12 March 2021

Press release produced jointly with Hodge Jones & Allen

Before HM Senior Coroner Emma Whitting
Bedfordshire Coroner's Court
4 January - 12 March 2021

An inquest has today found that a series of omissions and failures by Bedfordshire Police and East of England Ambulance Service contributed to the death of Leon Briggs on 4 November 2013.   
The jury found, on the balance of probabilities, that there was a gross failure to provide Leon with basic medical attention and that there was a direct causal connection between this conduct and his death. They recorded a conclusion that his death was ‘contributed to by neglect’. 

Leon Briggs, from Luton, was 39 years old when he died on 4 November 2013 following restraint by Bedfordshire police officers. Today's conclusion marks the latest step in the family's fight for answers.

Leon had a mixed-race heritage. He was a father to two children. His family describe him as “a loving, son, brother and father, caring and genuine”. He had previously worked teaching computer skills to the elderly and as a lorry driver.
The jury criticised the restraint by Bedfordshire Police, which they found to be mostly in the prone position with the application of inappropriate use of force. They also criticised a failure to recognise Leon as a medical emergency, inadequate assessments and a failure to monitor him. They pointed to an unsatisfactory conveyance in the police van as well as miscommunication throughout. These failures contributed to his death.
The jury also found a number of serious failings by the East of England Ambulance Service. 
Leon had been moving erratically around the local area, with numerous witnesses describing that he appeared to have mental ill health and seemed ‘confused’ but not aggressive.  Bedfordshire Police initially arrived on the scene after a member of the public called 999, concerned for Leon's welfare. The caller asked for an ambulance as well as police as Leon “needed calming down”. 
The police control room, who could see Leon on CCTV, logged this as ‘an aggressive male’. Armed police officers arrived on scene and Leon was detained under section 136 of the Mental Health Act. He was quickly brought to the ground and restrained in the street by three officers. Leon was in prone restraint (face down) for over 13 minutes, and in handcuffs and leg restraints for 25 minutes. Staff from the East of England Ambulance Service arrived on scene, but did not assess or communicate with Leon. 
Leon was then taken in a police van to Luton Police Station, rather than the local hospital despite it being closer in distance. The custody team had been alerted that a ‘violent male’ was being brought in. Unable to walk, he was carried into a cell where he was restrained again then left unconscious for 6 minutes and 15 seconds, before becoming silent and unresponsive. At this point Leon was taken by an ambulance to hospital, where he was pronounced dead. 
Throughout the nine-week inquest, held by the Senior Coroner for Bedfordshire, Ms Emma Whitting, jurors heard evidence of a catalogue of failings that culminated in Leon's death. The inquest heard his primary cause of death was "amphetamine intoxication in association with prone restraint and prolonged struggling”, with a secondary cause of coronary heart disease. A medical expert told the inquest Leon would have survived, beyond reasonable doubt, if he had been taken to hospital rather than police custody.
The credibility of the officers’ accounts was called into question after the breach of a non-conferral order, initial statements from the officers were nearly identical when given.

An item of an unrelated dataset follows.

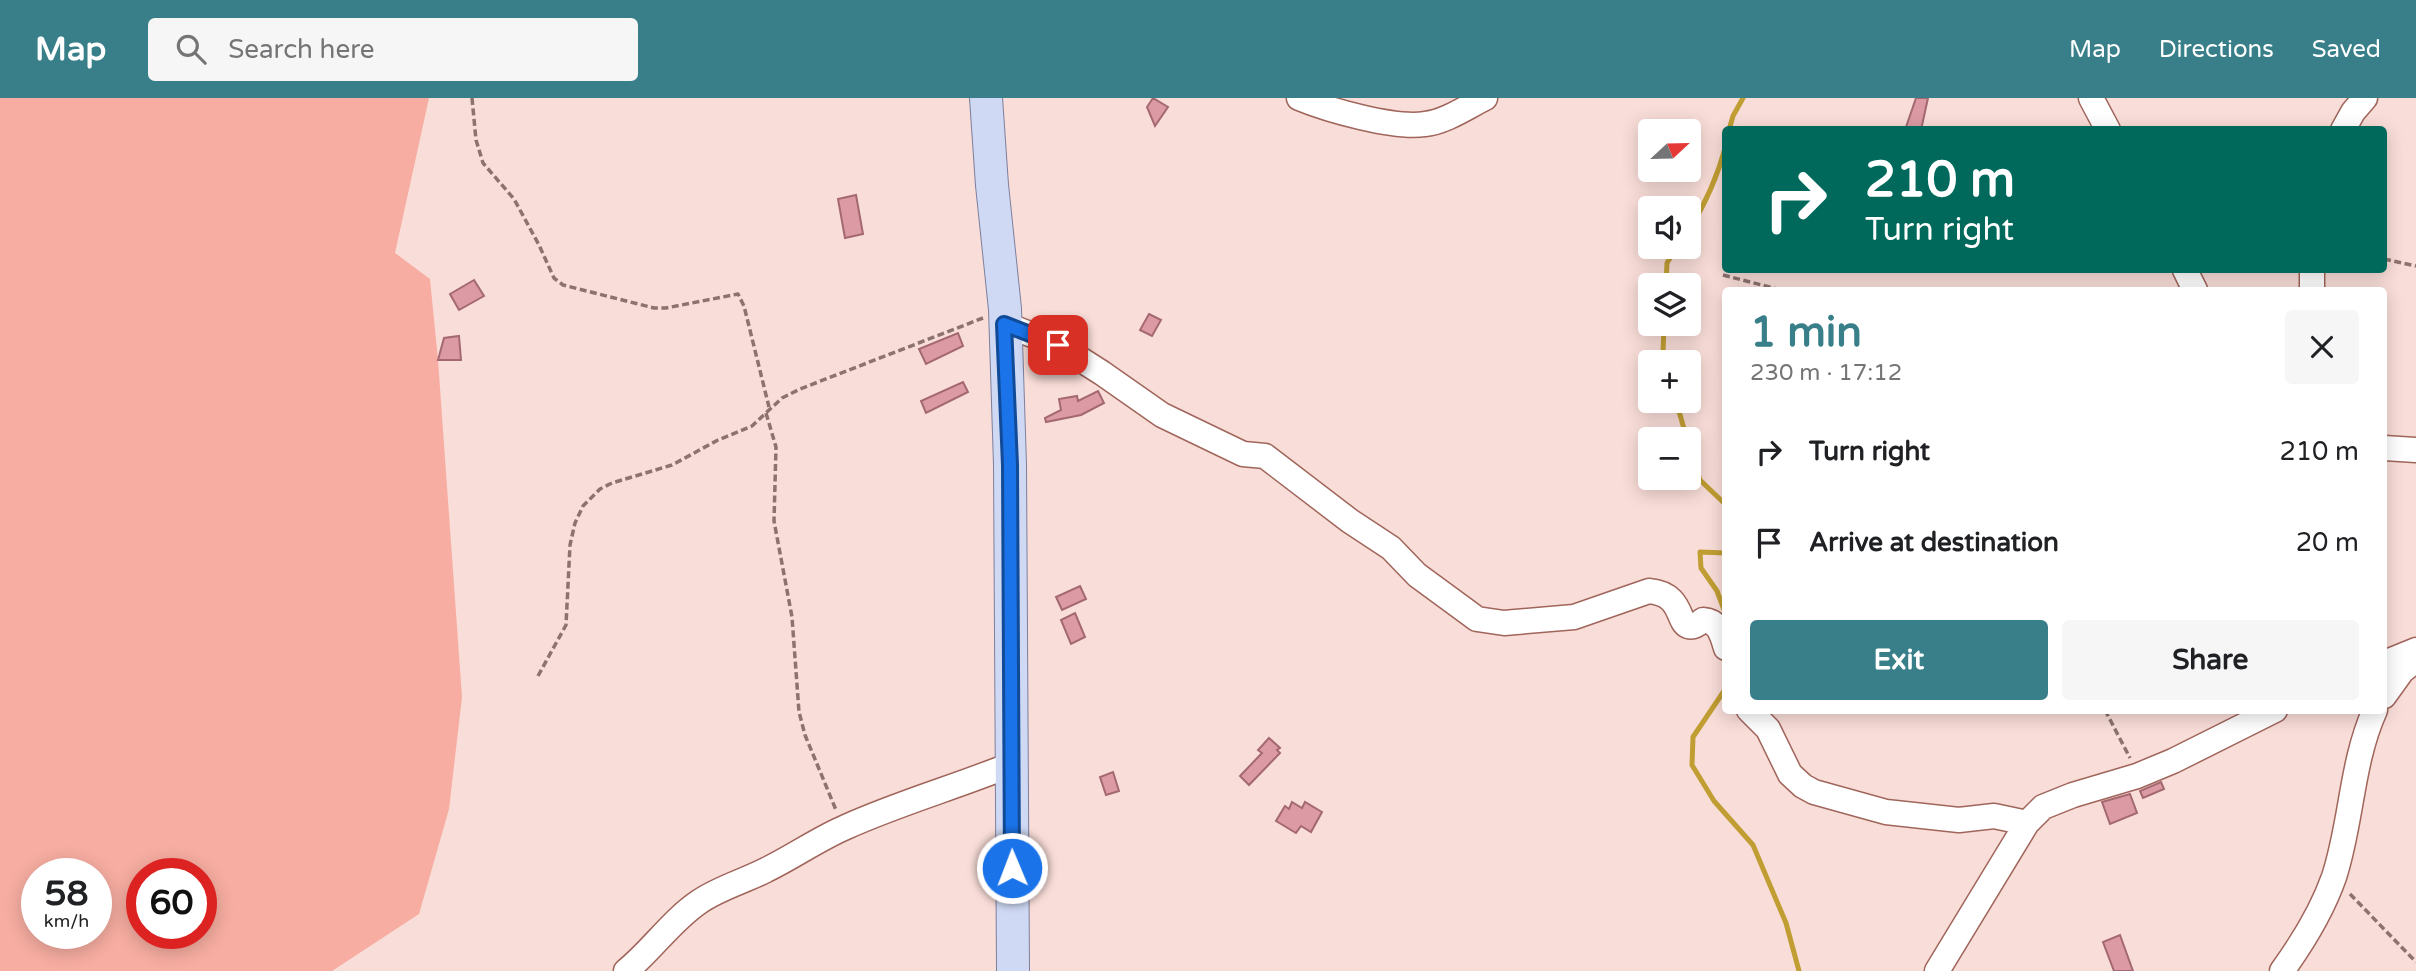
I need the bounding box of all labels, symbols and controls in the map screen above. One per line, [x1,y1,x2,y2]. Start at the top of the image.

At the conclusion of the inquest the coroner praised the family for the ‘complete understanding and courtesy’ they had shown throughout the process. The coroner said that Leon deserved to get the full services owed to him by the police and ambulance service. She said Leon had been “so very let down”.

The coroner also made the point that, unlike Bedfordshire Police, the EEAST had acknowledged their failures before the end of the inquest. The Coroner indicated that this was to their “credit” and that she hoped the Chief Constable would “reflect” on the implications of the findings. She gave a clear hint that she considered it would be appropriate to make a ‘Prevention of Future Deaths’ report linked to the police conduct.

A full statement was read on behalf of the family outside court, available here.

Margaret Briggs, Leon's mother, said: “Today marks a milestone in our fight for justice for Leon. After seven long years of waiting, those present during Leon's restraint have finally been made to explain their actions. 
“The conclusion of Neglect does not, I believe, reflect the evidence and I am disappointed that the jury did not return a conclusion of Unlawful Killing.  
“Over our long fight for the truth there has been no remorse shown by the police – in fact they have tried to disrupt the investigation at every turn, determined to cover their own backs. To this day, those police officers still have their jobs and livelihoods and no one has been punished for Leon’s death.  There has been no accountability or justice. The CPS must now reconsider bringing prosecutions. 
“We think that Leon’s race was a factor in the way he was treated by the police.  He was treated as someone who posed a threat rather than someone in need of help.  
Leon was also failed by the East of England Ambulance Service staff who made no attempt to help him or do their job to care for him.  They were faced with a man in crisis, who posed a medical emergency, and yet they failed to even check if he was all right.  
“I wouldn’t wish the pain we have suffered on anyone.” 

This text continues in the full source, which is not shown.